__What the task asks__:
Extract, unchanged, every line from the top of the material below through the line with "display:flex; align-items:center; justify-content:space-between;", and no more.

BEGIN Input data

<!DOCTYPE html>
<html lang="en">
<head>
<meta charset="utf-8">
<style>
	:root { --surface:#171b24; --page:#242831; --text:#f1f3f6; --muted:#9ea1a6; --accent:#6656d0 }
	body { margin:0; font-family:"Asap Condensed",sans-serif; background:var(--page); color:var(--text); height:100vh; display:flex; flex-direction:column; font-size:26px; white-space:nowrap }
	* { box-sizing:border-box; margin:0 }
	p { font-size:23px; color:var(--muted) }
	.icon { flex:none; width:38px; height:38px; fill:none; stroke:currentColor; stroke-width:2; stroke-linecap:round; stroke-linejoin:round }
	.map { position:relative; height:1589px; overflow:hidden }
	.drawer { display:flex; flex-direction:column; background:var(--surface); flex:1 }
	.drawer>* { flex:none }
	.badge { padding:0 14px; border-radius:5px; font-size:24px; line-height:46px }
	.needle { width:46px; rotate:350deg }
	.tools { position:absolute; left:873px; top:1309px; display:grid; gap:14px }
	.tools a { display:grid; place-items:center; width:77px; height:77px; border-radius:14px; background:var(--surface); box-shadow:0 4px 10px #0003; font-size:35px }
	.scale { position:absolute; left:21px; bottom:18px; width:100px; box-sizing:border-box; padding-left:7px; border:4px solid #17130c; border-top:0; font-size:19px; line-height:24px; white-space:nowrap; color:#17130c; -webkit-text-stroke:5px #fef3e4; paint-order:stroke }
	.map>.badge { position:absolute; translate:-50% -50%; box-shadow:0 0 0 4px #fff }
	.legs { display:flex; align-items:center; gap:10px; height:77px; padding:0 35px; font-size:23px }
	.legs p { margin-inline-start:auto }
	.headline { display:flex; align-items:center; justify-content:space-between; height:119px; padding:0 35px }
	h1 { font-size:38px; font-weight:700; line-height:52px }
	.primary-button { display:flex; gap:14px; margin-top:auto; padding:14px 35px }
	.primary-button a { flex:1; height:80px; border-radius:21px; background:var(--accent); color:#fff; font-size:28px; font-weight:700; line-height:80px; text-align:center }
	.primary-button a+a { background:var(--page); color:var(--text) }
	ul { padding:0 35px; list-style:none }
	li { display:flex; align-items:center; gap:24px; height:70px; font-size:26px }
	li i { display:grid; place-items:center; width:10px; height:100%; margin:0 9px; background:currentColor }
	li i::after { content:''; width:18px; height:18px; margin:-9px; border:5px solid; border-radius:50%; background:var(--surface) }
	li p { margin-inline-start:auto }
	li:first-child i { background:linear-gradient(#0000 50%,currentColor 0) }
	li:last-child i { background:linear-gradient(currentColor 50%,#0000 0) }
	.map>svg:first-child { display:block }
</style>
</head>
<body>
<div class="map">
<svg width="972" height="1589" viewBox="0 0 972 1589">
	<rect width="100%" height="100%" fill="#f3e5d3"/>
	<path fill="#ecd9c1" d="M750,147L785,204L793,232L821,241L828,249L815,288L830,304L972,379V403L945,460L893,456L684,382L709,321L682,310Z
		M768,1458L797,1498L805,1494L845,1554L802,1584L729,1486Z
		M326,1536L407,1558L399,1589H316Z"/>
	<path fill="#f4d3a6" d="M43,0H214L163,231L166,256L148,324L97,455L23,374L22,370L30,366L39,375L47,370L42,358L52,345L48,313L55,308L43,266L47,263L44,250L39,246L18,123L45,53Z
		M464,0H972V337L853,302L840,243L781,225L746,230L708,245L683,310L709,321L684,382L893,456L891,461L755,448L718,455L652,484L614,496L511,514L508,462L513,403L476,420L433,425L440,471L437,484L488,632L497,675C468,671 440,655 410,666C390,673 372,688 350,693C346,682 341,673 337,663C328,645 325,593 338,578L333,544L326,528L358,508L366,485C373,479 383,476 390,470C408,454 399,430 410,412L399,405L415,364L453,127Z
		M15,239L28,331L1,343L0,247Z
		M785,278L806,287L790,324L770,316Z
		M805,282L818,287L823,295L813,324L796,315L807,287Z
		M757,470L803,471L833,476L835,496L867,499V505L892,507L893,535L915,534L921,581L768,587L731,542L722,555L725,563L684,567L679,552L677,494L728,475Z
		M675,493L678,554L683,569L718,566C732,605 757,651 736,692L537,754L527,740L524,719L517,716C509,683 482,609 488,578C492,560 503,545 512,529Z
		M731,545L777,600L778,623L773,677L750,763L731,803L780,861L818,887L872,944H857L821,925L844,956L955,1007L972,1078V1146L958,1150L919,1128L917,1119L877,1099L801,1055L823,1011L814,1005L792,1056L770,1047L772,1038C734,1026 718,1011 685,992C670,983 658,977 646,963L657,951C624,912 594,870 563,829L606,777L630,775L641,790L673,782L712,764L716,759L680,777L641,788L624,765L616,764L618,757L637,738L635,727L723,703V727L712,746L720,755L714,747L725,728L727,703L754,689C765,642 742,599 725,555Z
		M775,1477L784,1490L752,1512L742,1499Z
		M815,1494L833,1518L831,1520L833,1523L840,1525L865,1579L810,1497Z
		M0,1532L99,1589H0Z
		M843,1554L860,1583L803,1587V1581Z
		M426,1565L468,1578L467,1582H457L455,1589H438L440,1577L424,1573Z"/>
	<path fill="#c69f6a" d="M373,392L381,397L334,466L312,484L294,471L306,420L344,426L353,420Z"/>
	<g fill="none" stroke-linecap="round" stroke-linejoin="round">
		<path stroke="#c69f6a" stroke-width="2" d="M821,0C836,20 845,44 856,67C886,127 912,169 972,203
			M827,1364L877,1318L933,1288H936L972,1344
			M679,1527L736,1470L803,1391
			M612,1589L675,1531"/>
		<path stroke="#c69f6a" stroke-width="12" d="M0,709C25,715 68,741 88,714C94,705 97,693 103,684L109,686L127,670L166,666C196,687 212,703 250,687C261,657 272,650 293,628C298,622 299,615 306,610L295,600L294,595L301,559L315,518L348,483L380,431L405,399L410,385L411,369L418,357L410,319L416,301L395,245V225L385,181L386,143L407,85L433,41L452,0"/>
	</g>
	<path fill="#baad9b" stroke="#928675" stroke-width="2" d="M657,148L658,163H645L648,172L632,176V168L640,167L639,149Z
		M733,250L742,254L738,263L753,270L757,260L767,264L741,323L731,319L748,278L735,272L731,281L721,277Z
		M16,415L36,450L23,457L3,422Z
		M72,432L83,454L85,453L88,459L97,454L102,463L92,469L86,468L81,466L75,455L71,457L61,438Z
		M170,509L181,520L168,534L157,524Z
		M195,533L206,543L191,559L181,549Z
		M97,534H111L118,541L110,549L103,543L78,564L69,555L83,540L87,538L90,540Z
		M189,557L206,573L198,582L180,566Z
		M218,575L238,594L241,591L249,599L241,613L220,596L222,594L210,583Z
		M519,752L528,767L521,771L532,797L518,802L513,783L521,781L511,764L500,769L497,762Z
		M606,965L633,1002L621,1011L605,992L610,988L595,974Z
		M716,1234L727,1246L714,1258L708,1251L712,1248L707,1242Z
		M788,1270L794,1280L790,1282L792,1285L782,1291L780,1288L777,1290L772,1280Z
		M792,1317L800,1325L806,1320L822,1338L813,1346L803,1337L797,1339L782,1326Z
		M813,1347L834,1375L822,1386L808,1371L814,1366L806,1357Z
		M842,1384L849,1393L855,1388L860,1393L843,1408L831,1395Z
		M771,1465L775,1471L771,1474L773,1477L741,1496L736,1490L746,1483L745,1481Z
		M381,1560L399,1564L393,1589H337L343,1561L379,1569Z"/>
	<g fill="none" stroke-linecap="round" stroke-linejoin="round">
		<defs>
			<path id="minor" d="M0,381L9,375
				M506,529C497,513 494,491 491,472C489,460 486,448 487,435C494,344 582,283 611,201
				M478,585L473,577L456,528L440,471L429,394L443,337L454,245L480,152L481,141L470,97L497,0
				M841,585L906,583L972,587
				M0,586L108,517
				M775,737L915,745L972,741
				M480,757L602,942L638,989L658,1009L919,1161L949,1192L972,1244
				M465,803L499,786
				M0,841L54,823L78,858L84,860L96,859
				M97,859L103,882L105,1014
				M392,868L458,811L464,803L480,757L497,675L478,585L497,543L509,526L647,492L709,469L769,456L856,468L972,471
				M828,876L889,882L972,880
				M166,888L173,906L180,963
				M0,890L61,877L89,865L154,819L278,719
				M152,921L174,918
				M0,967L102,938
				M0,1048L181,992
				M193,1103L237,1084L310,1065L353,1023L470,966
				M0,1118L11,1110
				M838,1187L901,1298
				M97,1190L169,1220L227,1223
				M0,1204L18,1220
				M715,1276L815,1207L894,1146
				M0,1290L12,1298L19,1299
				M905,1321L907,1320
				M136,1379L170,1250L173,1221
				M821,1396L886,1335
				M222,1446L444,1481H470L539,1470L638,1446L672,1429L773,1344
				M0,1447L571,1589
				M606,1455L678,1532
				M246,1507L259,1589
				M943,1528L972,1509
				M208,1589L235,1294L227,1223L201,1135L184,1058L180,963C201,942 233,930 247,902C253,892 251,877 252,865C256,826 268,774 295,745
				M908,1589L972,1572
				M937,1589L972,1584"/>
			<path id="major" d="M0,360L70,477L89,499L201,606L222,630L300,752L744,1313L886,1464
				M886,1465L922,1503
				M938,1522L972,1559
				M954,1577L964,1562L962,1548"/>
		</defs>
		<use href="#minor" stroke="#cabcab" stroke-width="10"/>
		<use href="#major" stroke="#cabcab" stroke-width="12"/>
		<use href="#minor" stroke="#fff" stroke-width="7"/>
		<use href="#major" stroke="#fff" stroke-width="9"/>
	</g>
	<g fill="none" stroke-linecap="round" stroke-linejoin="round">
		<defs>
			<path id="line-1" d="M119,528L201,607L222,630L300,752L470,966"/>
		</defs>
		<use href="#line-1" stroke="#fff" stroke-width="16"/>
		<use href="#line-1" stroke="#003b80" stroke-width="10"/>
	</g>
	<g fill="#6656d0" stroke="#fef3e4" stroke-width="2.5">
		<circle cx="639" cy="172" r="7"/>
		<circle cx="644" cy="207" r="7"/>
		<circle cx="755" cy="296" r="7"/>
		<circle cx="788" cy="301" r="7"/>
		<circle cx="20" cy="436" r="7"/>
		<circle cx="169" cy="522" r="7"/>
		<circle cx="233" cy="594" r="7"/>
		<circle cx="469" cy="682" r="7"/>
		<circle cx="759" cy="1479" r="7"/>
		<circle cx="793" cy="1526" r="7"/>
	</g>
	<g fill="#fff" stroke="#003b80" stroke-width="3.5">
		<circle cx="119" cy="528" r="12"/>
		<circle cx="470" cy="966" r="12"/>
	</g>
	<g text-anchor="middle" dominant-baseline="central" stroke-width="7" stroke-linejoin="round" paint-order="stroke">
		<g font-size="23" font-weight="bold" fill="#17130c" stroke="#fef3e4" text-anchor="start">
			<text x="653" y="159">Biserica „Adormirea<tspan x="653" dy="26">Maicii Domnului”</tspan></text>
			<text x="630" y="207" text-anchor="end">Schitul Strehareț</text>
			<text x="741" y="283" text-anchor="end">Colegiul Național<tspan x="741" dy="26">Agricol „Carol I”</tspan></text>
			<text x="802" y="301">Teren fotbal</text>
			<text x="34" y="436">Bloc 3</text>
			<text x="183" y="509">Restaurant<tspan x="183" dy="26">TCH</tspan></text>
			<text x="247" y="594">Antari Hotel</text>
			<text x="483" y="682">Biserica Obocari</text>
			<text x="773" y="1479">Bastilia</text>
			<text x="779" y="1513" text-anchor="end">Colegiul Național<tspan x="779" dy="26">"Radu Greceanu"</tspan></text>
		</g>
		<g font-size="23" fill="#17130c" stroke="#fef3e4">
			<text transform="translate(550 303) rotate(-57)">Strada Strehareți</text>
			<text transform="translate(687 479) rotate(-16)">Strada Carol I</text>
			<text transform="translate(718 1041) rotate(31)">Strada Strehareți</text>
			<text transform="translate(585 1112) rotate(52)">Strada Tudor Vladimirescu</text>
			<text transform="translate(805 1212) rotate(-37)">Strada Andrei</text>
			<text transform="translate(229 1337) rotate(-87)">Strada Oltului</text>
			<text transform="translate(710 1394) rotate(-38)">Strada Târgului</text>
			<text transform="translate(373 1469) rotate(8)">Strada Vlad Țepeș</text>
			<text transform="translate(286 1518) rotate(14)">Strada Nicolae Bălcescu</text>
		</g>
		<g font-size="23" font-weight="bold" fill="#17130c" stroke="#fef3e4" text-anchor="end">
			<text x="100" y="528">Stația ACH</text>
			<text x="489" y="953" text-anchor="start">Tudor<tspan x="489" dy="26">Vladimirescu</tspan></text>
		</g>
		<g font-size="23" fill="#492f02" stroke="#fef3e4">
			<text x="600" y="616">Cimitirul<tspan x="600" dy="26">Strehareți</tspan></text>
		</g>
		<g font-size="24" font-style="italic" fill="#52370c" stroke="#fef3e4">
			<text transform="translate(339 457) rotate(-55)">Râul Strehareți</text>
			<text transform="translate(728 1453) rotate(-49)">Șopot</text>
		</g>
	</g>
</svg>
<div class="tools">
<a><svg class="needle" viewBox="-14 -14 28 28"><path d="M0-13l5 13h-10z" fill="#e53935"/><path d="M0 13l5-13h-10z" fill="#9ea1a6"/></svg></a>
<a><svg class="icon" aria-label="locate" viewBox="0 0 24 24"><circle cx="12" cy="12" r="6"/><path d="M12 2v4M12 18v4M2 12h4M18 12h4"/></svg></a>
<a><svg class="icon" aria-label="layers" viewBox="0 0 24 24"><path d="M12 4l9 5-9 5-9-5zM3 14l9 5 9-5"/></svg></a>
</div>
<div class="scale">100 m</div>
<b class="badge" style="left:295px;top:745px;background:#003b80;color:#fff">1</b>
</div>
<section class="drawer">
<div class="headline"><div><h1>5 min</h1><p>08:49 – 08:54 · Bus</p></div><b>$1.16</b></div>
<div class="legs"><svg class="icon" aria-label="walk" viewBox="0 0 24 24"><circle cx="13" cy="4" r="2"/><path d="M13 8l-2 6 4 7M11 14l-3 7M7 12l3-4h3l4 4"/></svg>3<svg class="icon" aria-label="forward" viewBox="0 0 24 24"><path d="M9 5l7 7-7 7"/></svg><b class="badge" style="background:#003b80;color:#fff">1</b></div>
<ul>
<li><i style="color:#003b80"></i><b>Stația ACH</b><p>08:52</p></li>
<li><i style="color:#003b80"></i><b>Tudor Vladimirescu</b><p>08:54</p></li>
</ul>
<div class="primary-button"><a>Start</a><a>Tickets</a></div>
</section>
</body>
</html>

END Input data

__Your solution__:
<!DOCTYPE html>
<html lang="en">
<head>
<meta charset="utf-8">
<style>
	:root { --surface:#171b24; --page:#242831; --text:#f1f3f6; --muted:#9ea1a6; --accent:#6656d0 }
	body { margin:0; font-family:"Asap Condensed",sans-serif; background:var(--page); color:var(--text); height:100vh; display:flex; flex-direction:column; font-size:26px; white-space:nowrap }
	* { box-sizing:border-box; margin:0 }
	p { font-size:23px; color:var(--muted) }
	.icon { flex:none; width:38px; height:38px; fill:none; stroke:currentColor; stroke-width:2; stroke-linecap:round; stroke-linejoin:round }
	.map { position:relative; height:1589px; overflow:hidden }
	.drawer { display:flex; flex-direction:column; background:var(--surface); flex:1 }
	.drawer>* { flex:none }
	.badge { padding:0 14px; border-radius:5px; font-size:24px; line-height:46px }
	.needle { width:46px; rotate:350deg }
	.tools { position:absolute; left:873px; top:1309px; display:grid; gap:14px }
	.tools a { display:grid; place-items:center; width:77px; height:77px; border-radius:14px; background:var(--surface); box-shadow:0 4px 10px #0003; font-size:35px }
	.scale { position:absolute; left:21px; bottom:18px; width:100px; box-sizing:border-box; padding-left:7px; border:4px solid #17130c; border-top:0; font-size:19px; line-height:24px; white-space:nowrap; color:#17130c; -webkit-text-stroke:5px #fef3e4; paint-order:stroke }
	.map>.badge { position:absolute; translate:-50% -50%; box-shadow:0 0 0 4px #fff }
	.legs { display:flex; align-items:center; gap:10px; height:77px; padding:0 35px; font-size:23px }
	.legs p { margin-inline-start:auto }
	.headline { display:flex; align-items:center; justify-content:space-between; height:119px; padding:0 35px }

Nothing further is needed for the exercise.